(Source data)
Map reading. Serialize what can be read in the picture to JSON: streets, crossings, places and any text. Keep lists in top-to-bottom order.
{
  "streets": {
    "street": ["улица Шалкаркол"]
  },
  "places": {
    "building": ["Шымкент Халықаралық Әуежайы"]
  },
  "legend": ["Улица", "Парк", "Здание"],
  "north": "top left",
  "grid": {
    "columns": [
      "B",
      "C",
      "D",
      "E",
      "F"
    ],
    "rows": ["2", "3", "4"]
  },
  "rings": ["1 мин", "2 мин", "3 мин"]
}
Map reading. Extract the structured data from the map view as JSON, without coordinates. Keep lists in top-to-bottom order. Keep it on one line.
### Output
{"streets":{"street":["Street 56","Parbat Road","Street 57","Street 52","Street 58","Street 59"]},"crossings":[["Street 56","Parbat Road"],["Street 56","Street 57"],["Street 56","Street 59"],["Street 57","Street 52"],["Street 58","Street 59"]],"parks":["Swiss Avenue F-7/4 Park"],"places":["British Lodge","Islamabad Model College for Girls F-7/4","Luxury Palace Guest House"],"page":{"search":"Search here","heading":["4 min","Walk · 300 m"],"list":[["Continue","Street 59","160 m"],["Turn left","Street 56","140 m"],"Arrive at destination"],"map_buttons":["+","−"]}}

▶ [EXERCISE] Print out every record again, exactly and in full.

▶ [EXERCISE SOLUTION]
Map reading. Serialize what can be read in the picture to JSON: streets, crossings, places and any text. Keep lists in top-to-bottom order.
{
  "streets": {
    "street": ["улица Шалкаркол"]
  },
  "places": {
    "building": ["Шымкент Халықаралық Әуежайы"]
  },
  "legend": ["Улица", "Парк", "Здание"],
  "north": "top left",
  "grid": {
    "columns": [
      "B",
      "C",
      "D",
      "E",
      "F"
    ],
    "rows": ["2", "3", "4"]
  },
  "rings": ["1 мин", "2 мин", "3 мин"]
}
Map reading. Extract the structured data from the map view as JSON, without coordinates. Keep lists in top-to-bottom order. Keep it on one line.
### Output
{"streets":{"street":["Street 56","Parbat Road","Street 57","Street 52","Street 58","Street 59"]},"crossings":[["Street 56","Parbat Road"],["Street 56","Street 57"],["Street 56","Street 59"],["Street 57","Street 52"],["Street 58","Street 59"]],"parks":["Swiss Avenue F-7/4 Park"],"places":["British Lodge","Islamabad Model College for Girls F-7/4","Luxury Palace Guest House"],"page":{"search":"Search here","heading":["4 min","Walk · 300 m"],"list":[["Continue","Street 59","160 m"],["Turn left","Street 56","140 m"],"Arrive at destination"],"map_buttons":["+","−"]}}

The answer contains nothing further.